Черная Вилена вздохнула.

-Ты тоже дурно воспитан - постоянно перебиваешь. Так что я и ты… квиты. Времени мало. Ты вспотел, и сердце у тебя стучит, уши слышат.

-Закладывает, - не удержался он.

-Сам расходуешь время и сам возмущаешься. Я не справлюсь с тобой даже в чужом теле. Ты сильнее.

-Лесть тебя не красит, - Дэвис на миг закрыл глаза. - Я думал, ты намерена сказать что-то новое. Если я умру, ты никому не достанешься. Ты исчезнешь. Я сделаю так. Тебя не будет.

Она так глубоко и так жалобно вздохнула, что пламя многочисленных свечей долго колебалось, словно выражало сочувствие.

-Что ж. Я сказала тебе. В обмен на женское тело ты получишь то, к чему стремишься. Иначе я согласна. Быть ничем.

-Ты не понимаешь, чего просишь, - грудь Дэвиса тяжело вздымалась. Сердце меняло ритм. - Даже получив тело, ты не выживешь. Охотники за демонами учуют всплеск энергии, независимо от расстояния. Для того и есть недремлющий Смотритель. Знаешь, что происходит, когда Охотник настигает демона?

-Знать не хочу. Будто мне сейчас лучше. К тому же, - она приподнялась и положила черную руку на его обнаженное колено, - я не собираюсь убивать. Я рассчитываю на помощь. Ты поможешь мне уйти от Охотника.

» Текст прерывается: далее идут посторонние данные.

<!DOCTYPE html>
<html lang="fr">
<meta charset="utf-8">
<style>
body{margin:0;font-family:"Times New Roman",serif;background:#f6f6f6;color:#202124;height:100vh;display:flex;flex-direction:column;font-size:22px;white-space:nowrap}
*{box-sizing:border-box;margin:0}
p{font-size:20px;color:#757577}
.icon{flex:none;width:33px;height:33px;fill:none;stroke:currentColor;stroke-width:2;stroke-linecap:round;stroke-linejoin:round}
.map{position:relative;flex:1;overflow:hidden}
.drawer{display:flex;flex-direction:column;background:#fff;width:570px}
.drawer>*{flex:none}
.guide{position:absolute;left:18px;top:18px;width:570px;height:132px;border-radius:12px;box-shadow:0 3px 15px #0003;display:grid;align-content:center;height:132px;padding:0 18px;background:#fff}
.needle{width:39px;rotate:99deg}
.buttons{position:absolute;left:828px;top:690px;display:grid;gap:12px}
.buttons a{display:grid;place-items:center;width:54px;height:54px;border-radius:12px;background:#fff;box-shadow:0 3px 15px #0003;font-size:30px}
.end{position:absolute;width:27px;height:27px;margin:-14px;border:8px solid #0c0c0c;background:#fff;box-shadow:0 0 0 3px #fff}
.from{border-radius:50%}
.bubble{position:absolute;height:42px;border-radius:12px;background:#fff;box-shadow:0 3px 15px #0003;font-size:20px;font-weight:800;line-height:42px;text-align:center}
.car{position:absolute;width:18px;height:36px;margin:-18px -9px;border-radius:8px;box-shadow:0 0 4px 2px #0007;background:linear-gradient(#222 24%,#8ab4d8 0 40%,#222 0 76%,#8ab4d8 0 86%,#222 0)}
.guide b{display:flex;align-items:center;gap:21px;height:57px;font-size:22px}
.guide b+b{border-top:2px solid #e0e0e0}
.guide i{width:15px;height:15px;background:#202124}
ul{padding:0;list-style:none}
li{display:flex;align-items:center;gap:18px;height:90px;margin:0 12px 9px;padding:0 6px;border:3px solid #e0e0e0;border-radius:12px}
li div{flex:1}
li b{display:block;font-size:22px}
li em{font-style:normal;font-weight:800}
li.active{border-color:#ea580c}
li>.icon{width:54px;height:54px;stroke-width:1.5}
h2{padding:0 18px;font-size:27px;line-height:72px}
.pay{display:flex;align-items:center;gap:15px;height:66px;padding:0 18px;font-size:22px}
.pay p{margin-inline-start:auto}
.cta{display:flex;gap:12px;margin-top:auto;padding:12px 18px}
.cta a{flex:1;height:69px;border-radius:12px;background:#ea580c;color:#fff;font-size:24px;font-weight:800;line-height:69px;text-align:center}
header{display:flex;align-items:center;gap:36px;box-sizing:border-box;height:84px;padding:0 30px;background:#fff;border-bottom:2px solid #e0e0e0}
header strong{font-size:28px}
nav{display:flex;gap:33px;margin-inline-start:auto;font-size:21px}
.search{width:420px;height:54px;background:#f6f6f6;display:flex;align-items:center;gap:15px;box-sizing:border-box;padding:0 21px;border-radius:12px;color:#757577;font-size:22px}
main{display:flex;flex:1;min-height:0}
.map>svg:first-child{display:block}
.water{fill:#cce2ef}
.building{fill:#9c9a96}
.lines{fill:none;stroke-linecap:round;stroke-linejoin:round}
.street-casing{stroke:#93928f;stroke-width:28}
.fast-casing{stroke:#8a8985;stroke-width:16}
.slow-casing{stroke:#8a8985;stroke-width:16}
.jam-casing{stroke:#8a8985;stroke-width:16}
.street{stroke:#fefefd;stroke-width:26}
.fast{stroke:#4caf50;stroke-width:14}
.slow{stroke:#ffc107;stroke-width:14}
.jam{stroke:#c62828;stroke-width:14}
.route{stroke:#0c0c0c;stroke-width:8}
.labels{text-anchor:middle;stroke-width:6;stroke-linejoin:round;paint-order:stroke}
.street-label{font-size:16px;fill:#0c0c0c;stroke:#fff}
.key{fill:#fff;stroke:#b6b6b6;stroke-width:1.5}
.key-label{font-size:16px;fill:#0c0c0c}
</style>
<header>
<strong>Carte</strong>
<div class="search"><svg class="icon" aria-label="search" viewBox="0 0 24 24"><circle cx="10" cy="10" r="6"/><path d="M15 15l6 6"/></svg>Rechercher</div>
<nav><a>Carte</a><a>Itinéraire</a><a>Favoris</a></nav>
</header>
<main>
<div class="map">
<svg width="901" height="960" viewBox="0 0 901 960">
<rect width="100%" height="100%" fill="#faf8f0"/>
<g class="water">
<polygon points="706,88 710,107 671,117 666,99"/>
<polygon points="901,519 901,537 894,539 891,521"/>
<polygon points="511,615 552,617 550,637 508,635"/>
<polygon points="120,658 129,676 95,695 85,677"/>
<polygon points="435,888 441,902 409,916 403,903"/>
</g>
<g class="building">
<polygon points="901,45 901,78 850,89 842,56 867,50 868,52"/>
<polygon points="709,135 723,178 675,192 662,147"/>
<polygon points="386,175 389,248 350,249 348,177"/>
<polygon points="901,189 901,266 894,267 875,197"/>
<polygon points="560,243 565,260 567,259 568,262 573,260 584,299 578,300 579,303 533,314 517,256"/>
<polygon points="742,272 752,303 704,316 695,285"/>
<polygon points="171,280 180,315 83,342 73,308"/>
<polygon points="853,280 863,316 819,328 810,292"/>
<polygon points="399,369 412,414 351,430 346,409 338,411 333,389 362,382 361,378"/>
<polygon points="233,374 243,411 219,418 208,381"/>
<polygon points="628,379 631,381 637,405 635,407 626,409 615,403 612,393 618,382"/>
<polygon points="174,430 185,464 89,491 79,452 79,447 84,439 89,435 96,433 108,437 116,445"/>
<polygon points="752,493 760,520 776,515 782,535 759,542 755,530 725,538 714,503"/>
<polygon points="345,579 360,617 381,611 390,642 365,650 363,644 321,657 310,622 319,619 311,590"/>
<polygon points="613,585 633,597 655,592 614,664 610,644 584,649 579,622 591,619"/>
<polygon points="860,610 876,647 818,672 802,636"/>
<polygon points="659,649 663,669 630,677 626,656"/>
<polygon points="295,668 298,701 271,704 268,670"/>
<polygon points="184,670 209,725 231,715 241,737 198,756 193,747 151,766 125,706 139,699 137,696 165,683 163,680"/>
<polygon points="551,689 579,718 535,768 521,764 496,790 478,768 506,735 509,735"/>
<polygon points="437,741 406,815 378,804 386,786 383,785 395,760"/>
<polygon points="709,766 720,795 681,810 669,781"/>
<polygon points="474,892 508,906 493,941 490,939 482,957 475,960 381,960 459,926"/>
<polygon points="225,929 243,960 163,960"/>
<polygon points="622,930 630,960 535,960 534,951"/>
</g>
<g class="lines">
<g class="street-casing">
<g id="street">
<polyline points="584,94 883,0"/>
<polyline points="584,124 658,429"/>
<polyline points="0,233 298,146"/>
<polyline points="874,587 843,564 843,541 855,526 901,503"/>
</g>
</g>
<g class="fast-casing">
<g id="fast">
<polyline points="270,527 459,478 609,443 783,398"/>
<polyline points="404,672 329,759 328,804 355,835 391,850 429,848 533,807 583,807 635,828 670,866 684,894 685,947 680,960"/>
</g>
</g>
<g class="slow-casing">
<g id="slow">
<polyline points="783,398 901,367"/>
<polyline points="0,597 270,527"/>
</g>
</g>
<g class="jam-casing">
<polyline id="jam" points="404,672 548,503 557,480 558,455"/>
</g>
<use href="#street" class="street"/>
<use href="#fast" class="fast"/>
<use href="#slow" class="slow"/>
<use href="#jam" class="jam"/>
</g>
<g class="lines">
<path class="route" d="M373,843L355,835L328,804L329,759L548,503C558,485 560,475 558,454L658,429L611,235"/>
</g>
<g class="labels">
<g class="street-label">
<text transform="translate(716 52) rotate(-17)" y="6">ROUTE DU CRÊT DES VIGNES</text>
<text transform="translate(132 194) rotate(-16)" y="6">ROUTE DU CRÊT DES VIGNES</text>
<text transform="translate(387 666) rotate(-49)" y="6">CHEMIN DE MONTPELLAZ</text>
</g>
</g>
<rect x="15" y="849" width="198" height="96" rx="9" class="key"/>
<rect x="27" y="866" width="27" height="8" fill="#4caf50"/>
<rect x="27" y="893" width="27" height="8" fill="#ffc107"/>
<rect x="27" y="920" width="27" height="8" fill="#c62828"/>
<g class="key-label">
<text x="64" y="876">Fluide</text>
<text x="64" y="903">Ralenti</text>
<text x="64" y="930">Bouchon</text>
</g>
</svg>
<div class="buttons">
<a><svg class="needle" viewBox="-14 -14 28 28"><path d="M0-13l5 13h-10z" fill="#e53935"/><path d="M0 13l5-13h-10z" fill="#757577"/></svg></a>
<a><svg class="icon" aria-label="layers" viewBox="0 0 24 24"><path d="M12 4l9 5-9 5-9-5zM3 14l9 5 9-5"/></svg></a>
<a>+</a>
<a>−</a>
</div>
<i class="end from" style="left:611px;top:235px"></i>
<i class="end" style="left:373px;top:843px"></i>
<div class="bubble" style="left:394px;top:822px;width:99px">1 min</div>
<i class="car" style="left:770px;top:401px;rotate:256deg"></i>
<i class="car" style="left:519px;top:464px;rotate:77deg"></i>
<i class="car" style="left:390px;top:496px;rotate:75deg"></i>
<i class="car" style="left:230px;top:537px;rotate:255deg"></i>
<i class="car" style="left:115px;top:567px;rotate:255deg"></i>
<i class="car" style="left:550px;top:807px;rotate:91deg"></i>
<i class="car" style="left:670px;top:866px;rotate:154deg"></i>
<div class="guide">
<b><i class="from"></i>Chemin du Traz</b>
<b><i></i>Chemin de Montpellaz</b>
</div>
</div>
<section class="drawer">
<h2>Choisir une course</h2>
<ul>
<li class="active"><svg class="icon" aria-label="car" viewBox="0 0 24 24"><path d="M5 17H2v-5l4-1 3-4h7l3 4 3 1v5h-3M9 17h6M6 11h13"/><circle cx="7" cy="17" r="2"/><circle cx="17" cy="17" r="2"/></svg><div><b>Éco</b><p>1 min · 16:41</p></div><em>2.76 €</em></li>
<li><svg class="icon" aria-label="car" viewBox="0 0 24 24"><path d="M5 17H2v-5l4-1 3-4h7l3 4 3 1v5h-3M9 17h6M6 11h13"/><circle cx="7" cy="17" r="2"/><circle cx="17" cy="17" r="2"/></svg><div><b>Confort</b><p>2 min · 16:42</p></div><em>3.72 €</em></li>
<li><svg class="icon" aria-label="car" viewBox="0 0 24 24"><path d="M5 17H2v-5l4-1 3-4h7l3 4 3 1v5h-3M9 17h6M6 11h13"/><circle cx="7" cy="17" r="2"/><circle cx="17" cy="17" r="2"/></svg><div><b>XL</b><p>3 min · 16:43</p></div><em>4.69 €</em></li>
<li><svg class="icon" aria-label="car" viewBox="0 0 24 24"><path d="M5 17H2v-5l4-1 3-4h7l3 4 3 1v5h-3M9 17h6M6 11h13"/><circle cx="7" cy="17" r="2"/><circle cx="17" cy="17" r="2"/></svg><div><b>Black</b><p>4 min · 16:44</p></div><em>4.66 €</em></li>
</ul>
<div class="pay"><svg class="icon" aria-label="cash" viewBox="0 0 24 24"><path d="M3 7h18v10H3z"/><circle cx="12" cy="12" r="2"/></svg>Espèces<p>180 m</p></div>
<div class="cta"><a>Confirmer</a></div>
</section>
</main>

-Разбежался, - время кончалось. - Не убьешь сразу. Я сильнее. Так наберешься сил. У демонов восстановление происходит по-разному. Тебе может хватить и нескольких часов. Потом - убьешь. Я - не Охотник. Поразмысли на досуге. Я долго не буду тебя беспокоить. Долго. У тебя будет время. Много времени…

Черная Вилена глубоко вздохнула и легла на спину, широко раскинув руки.

-Ло`рисс-с, - тихо шепнули его губы.

Черная Вилена исчезла. Во всяком случае, ему хотелось так думать. Теперь он ни в чем не был уверен.

8

Хуже всего пришлось Калинику. Ему досталось больше всех: у него был сорван с головы волосяной покров - и значительный - от уха до затылка. Соединить края не представлялось возможным. Открытая рана постоянно сочилась сукровицей, время шло, но она все не подсыхала.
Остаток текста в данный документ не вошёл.